--- Extracted material Enclosed Below ---

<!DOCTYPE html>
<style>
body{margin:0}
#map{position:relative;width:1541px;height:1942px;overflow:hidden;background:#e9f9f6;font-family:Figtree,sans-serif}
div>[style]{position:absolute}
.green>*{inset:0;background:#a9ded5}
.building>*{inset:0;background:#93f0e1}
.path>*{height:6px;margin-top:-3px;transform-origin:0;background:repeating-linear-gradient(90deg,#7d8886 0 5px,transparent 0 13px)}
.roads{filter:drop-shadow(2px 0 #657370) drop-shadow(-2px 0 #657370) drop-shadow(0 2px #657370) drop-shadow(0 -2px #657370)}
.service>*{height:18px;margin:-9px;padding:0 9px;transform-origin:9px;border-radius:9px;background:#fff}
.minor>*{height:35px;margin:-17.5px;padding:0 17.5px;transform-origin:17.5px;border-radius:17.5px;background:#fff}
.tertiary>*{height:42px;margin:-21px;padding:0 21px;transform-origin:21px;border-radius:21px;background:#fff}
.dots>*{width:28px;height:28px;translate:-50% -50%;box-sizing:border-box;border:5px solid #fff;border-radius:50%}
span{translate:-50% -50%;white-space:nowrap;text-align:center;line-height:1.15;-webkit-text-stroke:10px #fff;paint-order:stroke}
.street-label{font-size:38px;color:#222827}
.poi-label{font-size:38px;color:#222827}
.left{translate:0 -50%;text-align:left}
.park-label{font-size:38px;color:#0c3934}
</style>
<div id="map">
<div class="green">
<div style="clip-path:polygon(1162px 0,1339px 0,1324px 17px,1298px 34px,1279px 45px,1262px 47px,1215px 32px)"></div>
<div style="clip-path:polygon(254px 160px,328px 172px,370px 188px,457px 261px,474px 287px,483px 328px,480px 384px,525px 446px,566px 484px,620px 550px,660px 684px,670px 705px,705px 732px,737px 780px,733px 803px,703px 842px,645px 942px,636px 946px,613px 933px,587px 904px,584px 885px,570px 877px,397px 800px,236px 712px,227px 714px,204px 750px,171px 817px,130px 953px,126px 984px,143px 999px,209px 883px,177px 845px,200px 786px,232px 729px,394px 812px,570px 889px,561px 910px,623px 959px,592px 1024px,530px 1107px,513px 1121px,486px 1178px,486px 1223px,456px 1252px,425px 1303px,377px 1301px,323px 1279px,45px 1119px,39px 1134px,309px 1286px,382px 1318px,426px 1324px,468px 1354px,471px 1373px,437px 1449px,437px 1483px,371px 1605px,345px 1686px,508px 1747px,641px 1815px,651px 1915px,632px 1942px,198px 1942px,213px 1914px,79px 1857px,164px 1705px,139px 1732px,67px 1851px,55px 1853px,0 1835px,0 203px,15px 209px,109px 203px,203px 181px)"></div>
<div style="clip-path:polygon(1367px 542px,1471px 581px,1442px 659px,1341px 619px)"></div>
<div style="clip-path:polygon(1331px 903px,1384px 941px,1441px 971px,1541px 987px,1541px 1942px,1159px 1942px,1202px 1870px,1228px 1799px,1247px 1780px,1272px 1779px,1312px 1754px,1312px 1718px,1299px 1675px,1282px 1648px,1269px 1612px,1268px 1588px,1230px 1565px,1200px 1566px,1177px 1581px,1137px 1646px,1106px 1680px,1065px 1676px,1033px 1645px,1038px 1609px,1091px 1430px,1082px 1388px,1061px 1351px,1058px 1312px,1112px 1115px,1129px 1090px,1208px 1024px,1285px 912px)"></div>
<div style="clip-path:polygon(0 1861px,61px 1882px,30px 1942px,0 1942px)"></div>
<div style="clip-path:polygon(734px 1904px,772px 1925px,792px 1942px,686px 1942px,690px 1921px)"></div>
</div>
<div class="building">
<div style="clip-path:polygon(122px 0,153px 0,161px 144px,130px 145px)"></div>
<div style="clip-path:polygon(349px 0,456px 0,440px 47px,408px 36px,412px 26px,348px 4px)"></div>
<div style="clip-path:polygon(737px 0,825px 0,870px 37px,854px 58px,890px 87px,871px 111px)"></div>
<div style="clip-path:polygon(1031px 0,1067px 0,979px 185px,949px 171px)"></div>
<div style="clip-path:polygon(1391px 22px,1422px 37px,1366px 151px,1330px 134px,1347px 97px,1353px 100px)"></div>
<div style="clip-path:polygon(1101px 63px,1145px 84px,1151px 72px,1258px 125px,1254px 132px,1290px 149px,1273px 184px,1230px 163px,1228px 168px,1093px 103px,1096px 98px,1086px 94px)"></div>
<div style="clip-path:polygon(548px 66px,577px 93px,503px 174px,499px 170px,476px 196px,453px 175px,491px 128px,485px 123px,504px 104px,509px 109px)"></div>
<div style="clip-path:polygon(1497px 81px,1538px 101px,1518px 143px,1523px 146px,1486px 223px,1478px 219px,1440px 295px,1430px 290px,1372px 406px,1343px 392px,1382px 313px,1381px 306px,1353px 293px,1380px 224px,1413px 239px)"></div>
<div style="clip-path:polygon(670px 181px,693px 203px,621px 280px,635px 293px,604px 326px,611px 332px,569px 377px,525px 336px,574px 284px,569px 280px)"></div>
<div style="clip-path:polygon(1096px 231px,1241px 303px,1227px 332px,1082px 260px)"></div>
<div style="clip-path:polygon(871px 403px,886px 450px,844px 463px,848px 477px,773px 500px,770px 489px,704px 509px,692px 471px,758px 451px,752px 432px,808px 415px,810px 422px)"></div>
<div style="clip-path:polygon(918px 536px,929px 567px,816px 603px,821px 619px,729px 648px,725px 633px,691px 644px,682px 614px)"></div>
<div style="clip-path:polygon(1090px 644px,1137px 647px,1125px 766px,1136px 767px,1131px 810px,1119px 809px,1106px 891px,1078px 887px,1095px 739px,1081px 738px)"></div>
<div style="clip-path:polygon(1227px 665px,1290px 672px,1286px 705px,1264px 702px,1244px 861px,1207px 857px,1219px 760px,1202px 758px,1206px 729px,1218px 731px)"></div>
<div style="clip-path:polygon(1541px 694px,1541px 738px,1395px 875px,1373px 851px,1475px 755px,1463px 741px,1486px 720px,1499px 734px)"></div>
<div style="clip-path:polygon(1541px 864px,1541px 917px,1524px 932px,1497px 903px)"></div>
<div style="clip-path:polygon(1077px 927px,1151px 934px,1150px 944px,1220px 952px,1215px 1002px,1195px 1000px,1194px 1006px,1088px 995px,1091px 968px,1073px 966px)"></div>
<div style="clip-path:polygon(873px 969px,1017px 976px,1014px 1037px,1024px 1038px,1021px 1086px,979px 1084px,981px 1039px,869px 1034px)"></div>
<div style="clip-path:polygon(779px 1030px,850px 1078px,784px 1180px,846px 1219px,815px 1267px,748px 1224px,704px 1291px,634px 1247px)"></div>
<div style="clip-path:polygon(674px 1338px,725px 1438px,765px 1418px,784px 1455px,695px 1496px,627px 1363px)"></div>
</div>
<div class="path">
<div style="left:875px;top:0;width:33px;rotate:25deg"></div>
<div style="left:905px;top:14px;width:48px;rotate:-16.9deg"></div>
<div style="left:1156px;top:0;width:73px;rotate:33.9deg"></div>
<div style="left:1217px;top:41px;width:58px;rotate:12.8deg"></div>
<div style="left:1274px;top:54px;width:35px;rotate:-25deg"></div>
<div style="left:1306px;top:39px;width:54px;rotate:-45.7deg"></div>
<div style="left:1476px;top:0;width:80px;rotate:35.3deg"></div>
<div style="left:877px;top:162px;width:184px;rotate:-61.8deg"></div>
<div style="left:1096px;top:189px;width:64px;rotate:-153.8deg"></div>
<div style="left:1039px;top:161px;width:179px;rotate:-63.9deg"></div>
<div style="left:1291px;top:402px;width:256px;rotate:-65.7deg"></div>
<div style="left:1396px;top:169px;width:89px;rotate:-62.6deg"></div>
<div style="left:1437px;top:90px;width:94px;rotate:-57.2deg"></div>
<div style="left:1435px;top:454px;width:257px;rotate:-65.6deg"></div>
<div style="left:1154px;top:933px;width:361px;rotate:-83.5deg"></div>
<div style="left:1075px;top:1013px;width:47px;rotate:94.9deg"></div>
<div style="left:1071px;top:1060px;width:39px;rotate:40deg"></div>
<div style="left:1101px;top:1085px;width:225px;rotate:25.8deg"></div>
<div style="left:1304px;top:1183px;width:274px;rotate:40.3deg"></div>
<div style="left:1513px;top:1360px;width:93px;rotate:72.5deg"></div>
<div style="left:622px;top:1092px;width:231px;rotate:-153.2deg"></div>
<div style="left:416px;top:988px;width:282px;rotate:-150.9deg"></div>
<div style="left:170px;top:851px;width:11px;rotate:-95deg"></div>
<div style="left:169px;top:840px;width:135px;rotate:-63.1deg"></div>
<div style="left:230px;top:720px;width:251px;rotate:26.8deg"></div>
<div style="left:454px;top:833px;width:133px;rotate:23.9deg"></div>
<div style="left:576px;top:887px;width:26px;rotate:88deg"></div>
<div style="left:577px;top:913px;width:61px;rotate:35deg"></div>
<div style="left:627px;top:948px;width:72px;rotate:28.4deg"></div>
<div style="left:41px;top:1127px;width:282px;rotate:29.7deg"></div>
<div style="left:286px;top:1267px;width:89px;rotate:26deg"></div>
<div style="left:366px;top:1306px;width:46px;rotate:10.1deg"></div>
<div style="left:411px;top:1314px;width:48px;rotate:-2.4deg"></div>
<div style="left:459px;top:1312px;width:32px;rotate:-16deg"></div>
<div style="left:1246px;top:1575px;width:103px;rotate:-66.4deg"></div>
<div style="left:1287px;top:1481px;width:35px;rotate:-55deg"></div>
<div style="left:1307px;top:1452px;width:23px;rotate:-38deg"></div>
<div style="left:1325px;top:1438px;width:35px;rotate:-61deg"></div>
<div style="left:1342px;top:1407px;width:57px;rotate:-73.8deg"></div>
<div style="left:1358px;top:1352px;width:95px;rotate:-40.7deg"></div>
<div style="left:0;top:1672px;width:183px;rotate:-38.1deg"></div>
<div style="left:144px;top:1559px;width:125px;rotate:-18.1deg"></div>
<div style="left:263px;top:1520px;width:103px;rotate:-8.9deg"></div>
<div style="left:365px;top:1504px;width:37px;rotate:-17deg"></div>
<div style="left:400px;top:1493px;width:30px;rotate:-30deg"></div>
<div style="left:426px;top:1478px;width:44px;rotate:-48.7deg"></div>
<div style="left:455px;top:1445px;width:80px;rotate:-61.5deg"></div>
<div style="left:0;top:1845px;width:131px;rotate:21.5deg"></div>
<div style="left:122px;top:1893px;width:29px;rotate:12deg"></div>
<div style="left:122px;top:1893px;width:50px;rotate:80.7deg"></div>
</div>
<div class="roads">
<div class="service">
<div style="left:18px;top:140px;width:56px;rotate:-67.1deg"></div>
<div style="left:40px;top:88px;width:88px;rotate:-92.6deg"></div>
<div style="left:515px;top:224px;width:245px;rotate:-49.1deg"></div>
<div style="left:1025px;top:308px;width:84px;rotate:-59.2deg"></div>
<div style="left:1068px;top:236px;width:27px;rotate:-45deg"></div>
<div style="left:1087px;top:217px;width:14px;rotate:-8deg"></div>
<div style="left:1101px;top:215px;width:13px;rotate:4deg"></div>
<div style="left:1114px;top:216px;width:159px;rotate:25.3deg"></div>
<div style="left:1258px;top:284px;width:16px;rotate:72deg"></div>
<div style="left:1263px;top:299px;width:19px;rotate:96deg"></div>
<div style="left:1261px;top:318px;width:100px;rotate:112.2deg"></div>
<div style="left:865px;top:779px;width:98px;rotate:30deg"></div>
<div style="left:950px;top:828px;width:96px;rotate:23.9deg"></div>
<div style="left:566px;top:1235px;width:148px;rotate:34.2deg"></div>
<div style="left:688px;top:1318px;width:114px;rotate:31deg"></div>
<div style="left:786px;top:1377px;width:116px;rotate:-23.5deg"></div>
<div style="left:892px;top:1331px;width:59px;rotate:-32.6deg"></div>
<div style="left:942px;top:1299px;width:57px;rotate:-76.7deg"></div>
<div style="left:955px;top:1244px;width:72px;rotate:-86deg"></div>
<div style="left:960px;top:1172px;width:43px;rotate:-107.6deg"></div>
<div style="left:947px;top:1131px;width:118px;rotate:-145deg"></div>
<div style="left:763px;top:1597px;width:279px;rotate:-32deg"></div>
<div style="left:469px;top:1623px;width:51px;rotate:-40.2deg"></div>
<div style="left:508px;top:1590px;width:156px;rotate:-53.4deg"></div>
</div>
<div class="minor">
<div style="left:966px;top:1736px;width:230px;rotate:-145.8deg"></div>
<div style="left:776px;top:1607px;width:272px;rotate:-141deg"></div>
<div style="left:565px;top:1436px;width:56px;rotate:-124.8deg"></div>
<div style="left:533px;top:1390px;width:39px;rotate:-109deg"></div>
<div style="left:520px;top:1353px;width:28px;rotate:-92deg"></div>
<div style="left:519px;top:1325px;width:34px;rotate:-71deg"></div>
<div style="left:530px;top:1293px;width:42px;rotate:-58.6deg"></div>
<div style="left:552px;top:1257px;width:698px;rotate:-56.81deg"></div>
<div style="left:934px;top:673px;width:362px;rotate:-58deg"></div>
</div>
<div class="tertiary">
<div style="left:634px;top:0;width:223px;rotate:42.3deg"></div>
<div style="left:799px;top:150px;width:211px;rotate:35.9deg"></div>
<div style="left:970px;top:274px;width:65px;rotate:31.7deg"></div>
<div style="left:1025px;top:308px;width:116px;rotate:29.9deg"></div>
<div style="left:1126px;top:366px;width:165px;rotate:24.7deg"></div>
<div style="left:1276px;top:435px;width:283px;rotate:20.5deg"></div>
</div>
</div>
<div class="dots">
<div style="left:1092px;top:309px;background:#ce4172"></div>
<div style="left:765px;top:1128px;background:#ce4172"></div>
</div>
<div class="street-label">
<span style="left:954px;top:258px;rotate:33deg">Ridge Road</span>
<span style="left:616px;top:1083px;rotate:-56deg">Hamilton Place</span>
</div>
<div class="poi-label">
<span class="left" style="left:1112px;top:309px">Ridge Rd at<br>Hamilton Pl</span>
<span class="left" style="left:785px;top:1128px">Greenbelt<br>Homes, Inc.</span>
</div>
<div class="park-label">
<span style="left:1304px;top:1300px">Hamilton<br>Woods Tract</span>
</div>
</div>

--- End of Enclosed Extracted material ---

= What to produce =
Reproduce the entries above exactly, starting at their first line and finishing with the line that contains "0 #657370) drop-shadow(-2px".

= Final answer =
<!DOCTYPE html>
<style>
body{margin:0}
#map{position:relative;width:1541px;height:1942px;overflow:hidden;background:#e9f9f6;font-family:Figtree,sans-serif}
div>[style]{position:absolute}
.green>*{inset:0;background:#a9ded5}
.building>*{inset:0;background:#93f0e1}
.path>*{height:6px;margin-top:-3px;transform-origin:0;background:repeating-linear-gradient(90deg,#7d8886 0 5px,transparent 0 13px)}
.roads{filter:drop-shadow(2px 0 #657370) drop-shadow(-2px 0 #657370) drop-shadow(0 2px #657370) drop-shadow(0 -2px #657370)}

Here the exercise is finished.